Extrait de PAUL DES EPINETTES de JEAN-Marc Rouillan

– J’y vais.
Paul se dirige le long du grillage où nous pendons nos affaires. Il ramasse son sac et demeure là. Immobile. Tanguant fragilement devant ce mur des lamentations improvisé.
– Hé Paul, ça ne va pas ? – Si, si, tout va bien…
Il s’ébroue comme s’il tentait de se défaire de l’étreinte d’un cauchemar qui lui serait tombé sur le râble par surprise.
– Bon j’y vais
Par réflexe, se sentant trébucher, il s’est rattrapé au vocabulaire de la surveillance panoptique.
« J’y vais. »
« Je rentre. »
« Je monte. »
« Je vais voir la chef. »
« Je vais au socio, à l’infirmerie, au sport »…
Les mots de tous nos jours. De la banalité accablante. Solitude. Comme s’il fallait sempiternellement donner une explication aux autres qui pouvaient nous voir. Une raison de partir. D’arriver. De mettre sa veste. De porter un jeans au lieu de la tenue sportive obligatoire.
Dans l’expérimentation carcérale de la centrale d’Arles où le surveillant disparaît des coursives, nous nous croyons dans l’obligation de commenter nos errances quotidiennes aux autres prisonniers.
[Le modèle Panopticon de Bentham] a posé le principe que le pouvoir devait être visible et invérifiable.
Visible : sans cesse le détenu aura devant les yeux la haute silhouette de la tour centrale d’où il est épié.
Invérifiable : le détenu ne doit jamais savoir s’il est actuellement regardé.
Mais il doit être sûr qu’il peut toujours l’être.
(Michel Foucault).

Le pouvoir.
Les miradors blindés bien évidemment.
Les caméras et les interphones de la surveillance électronique…
Mais le pouvoir se soupçonne dans l’examen des autres.
Les détenus participent au Panopticon actuel. L’ombre menaçante de la tour de surveillance se reflète dans la pupille de celui qui nous voit ou qui peut nous voir.
Invérifiable fiabilité du congénère, nous te suspectons du pire.
Qu’importe ton uniforme bleu nuit ou le simple habit du semblable.
Nous épies-tu ?
Traître ?
Ou agent de la norme examinée ?
Solitaire guetteur qui attend de l’autre sa réponse.

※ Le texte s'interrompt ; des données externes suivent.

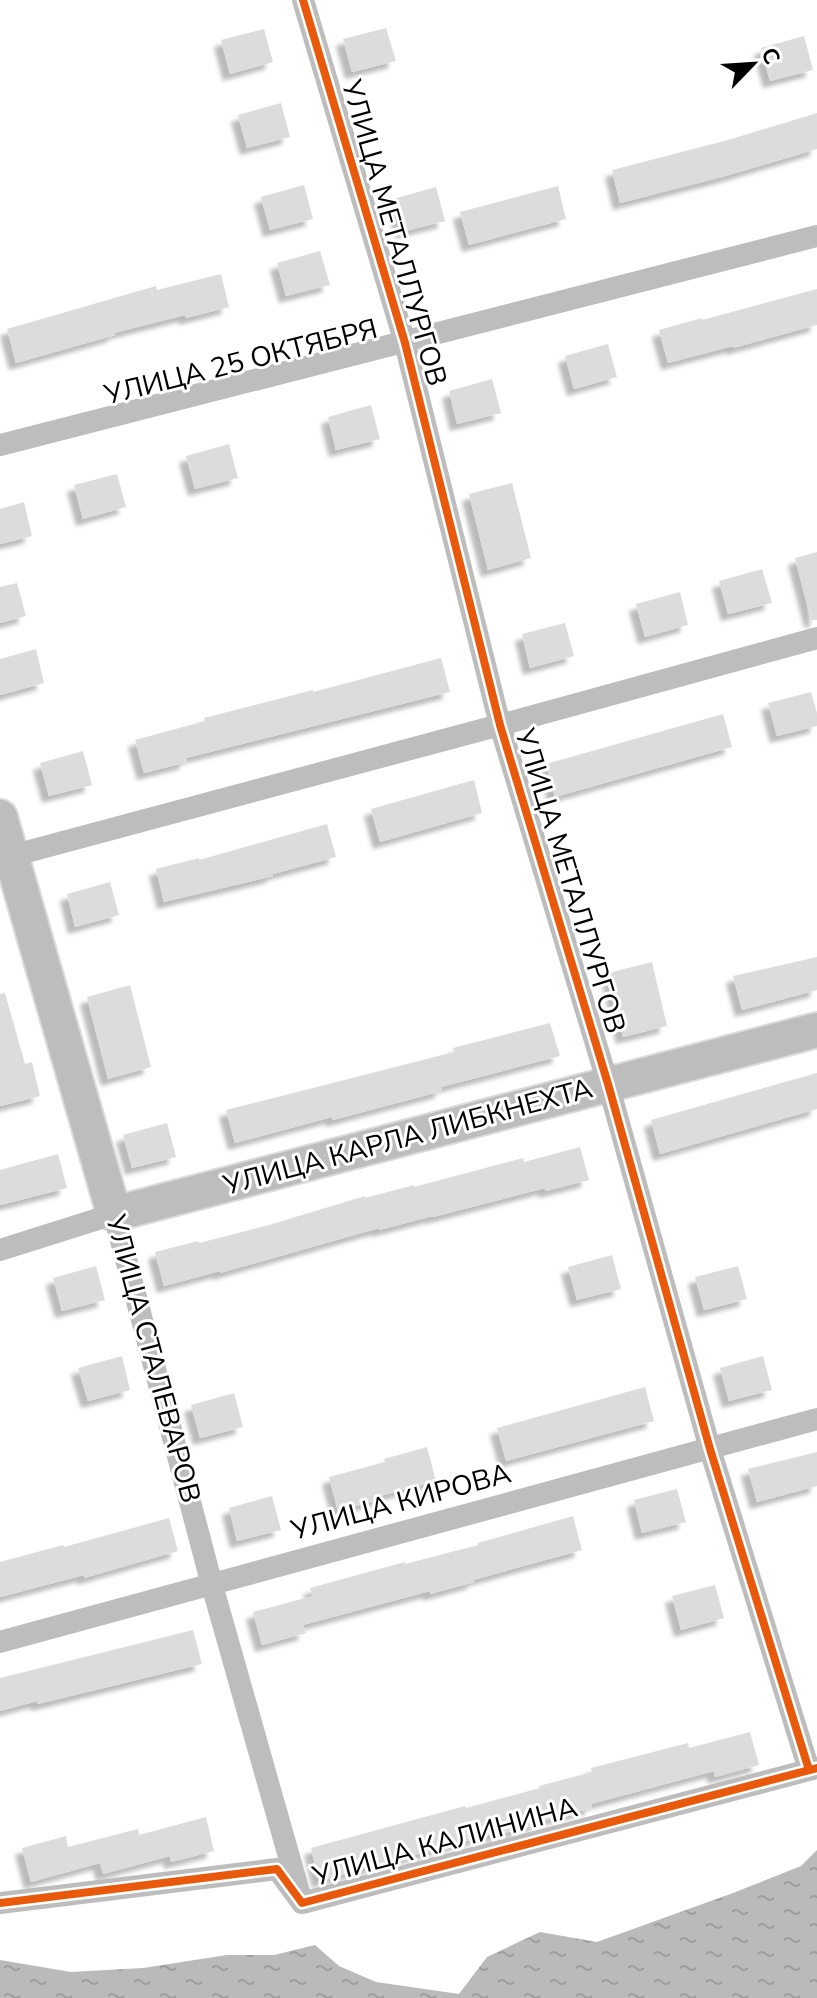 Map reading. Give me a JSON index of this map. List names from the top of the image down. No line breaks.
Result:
{"streets":{"main road":["УЛИЦА КАРЛА ЛИБКНЕХТА","УЛИЦА СТАЛЕВАРОВ"],"street":["УЛИЦА МЕТАЛЛУРГОВ","УЛИЦА 25 ОКТЯБРЯ","УЛИЦА КИРОВА","УЛИЦА КАЛИНИНА"]},"crossings":[["УЛИЦА МЕТАЛЛУРГОВ","УЛИЦА 25 ОКТЯБРЯ"],["УЛИЦА МЕТАЛЛУРГОВ","УЛИЦА КАРЛА ЛИБКНЕХТА"],["УЛИЦА МЕТАЛЛУРГОВ","УЛИЦА КИРОВА"],["УЛИЦА МЕТАЛЛУРГОВ","УЛИЦА КАЛИНИНА"],["УЛИЦА КАРЛА ЛИБКНЕХТА","УЛИЦА СТАЛЕВАРОВ"],["УЛИЦА СТАЛЕВАРОВ","УЛИЦА КИРОВА"],["УЛИЦА СТАЛЕВАРОВ","УЛИЦА КАЛИНИНА"]],"north":"top right"}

Aux matins tôt des week-ends, un petit Arabe, un peu simple, aimait à faire les cent pas dans le couloir.
– Tu as parloir, poto ? Il n’attendait pas la réponse devant l’évidence du prisonnier vêtu de propre et poursuivi d’effluves de parfum à haute dose. Alors bon parloir, poto !
Il n’avait jamais de visites, pensait-il ainsi participer à nos visites hebdomadaires ?
Ou se donnait-il le rôle de celui qui raconterait aux autres qui était parti ou non au parloir ?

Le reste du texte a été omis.